> INSTRUCTIONS TO FOLLOW:
Could you set down the listing below exactly, leaving out its pictures?

────────────────

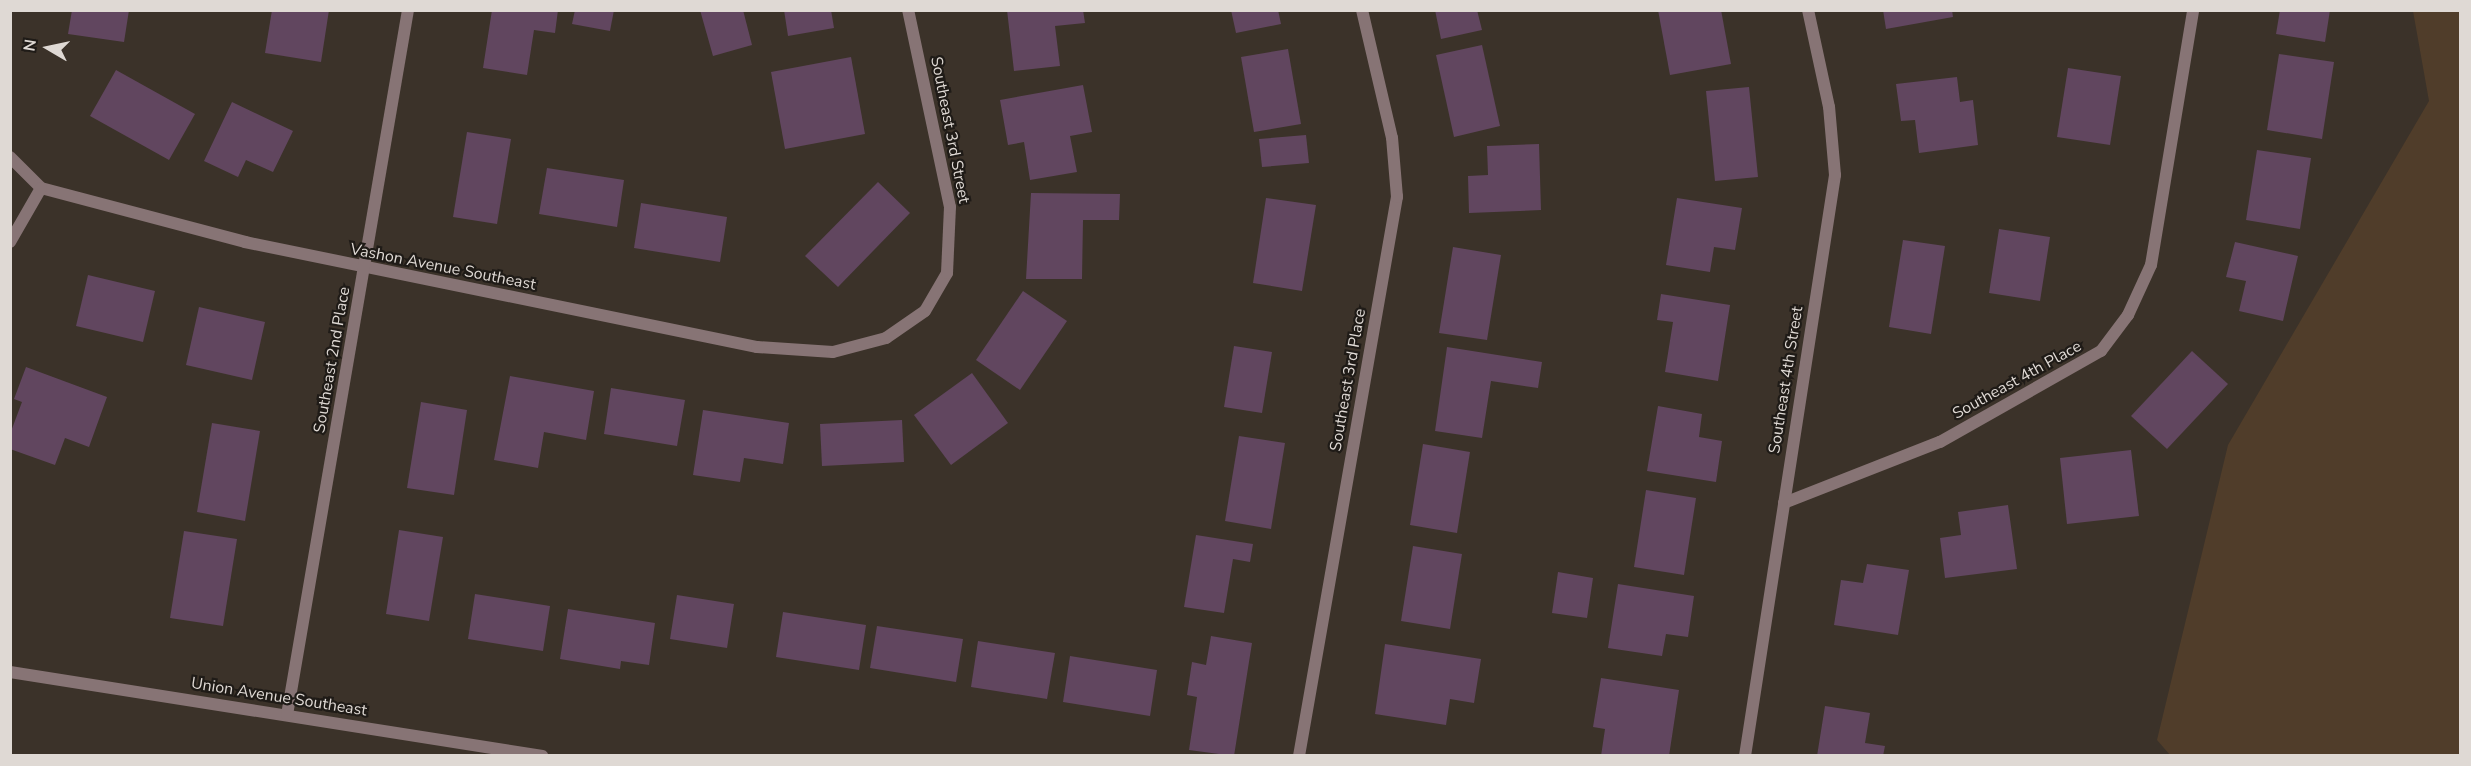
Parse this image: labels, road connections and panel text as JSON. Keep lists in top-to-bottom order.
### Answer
{
  "streets": {
    "street": [
      "Southeast 3rd Street",
      "Vashon Avenue Southeast",
      "Southeast 2nd Place",
      "Southeast 3rd Place",
      "Southeast 4th Street",
      "Southeast 4th Place",
      "Union Avenue Southeast"
    ]
  },
  "crossings": [
    ["Southeast 3rd Street", "Vashon Avenue Southeast"],
    ["Vashon Avenue Southeast", "Southeast 2nd Place"],
    ["Southeast 2nd Place", "Union Avenue Southeast"],
    ["Southeast 4th Street", "Southeast 4th Place"]
  ],
  "north": "left"
}
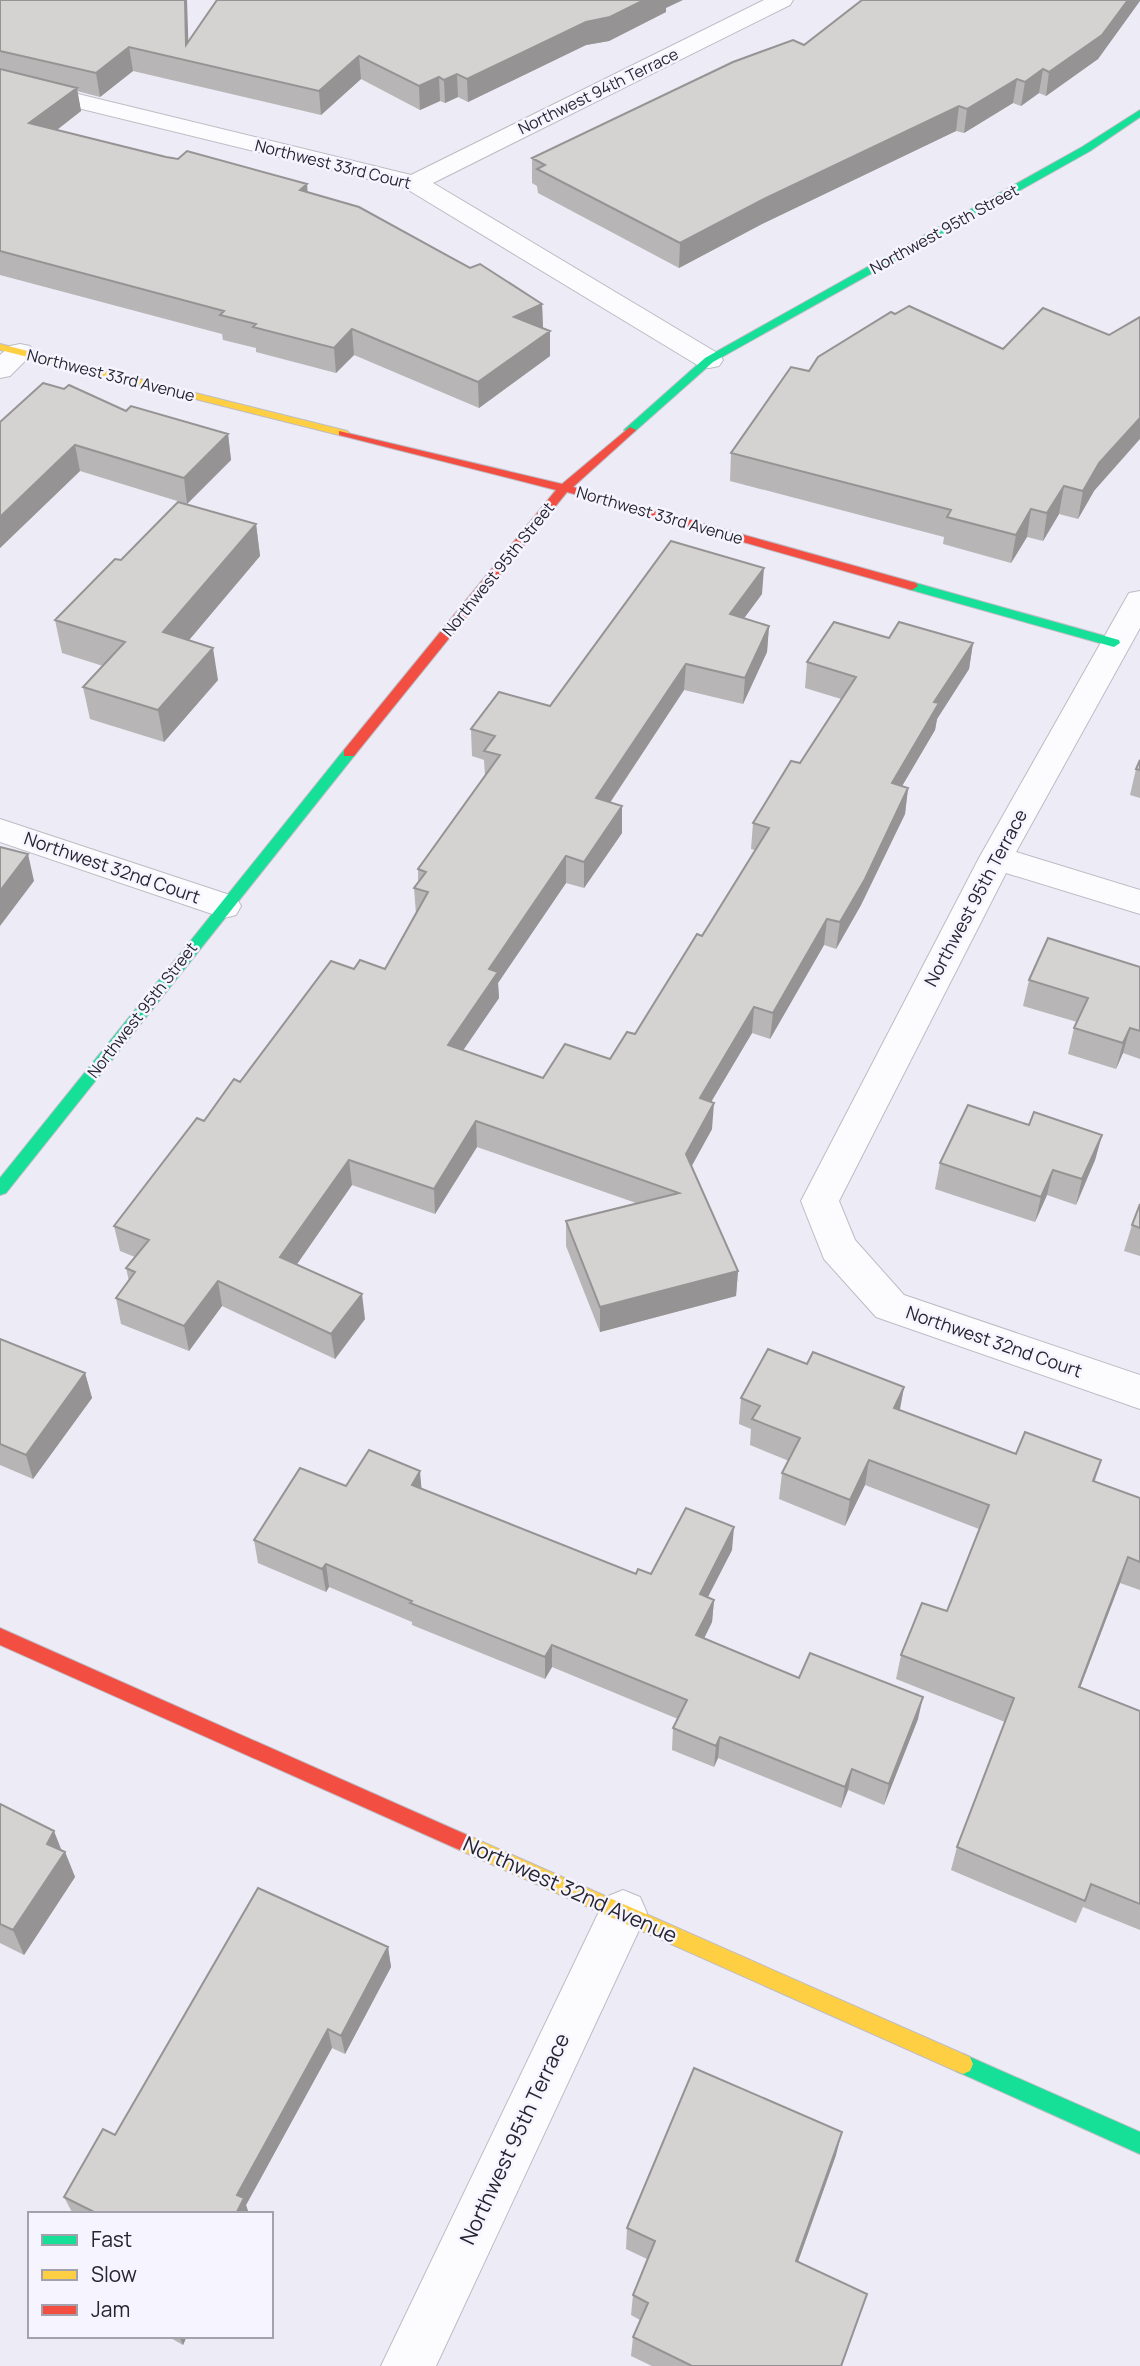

────────────────

> EXERCISE OUTPUT:
Parse this image: labels, road connections and panel text as JSON. Keep lists in top-to-bottom order.
### Answer
{
  "streets": {
    "street": [
      "Southeast 3rd Street",
      "Vashon Avenue Southeast",
      "Southeast 2nd Place",
      "Southeast 3rd Place",
      "Southeast 4th Street",
      "Southeast 4th Place",
      "Union Avenue Southeast"
    ]
  },
  "crossings": [
    ["Southeast 3rd Street", "Vashon Avenue Southeast"],
    ["Vashon Avenue Southeast", "Southeast 2nd Place"],
    ["Southeast 2nd Place", "Union Avenue Southeast"],
    ["Southeast 4th Street", "Southeast 4th Place"]
  ],
  "north": "left"
}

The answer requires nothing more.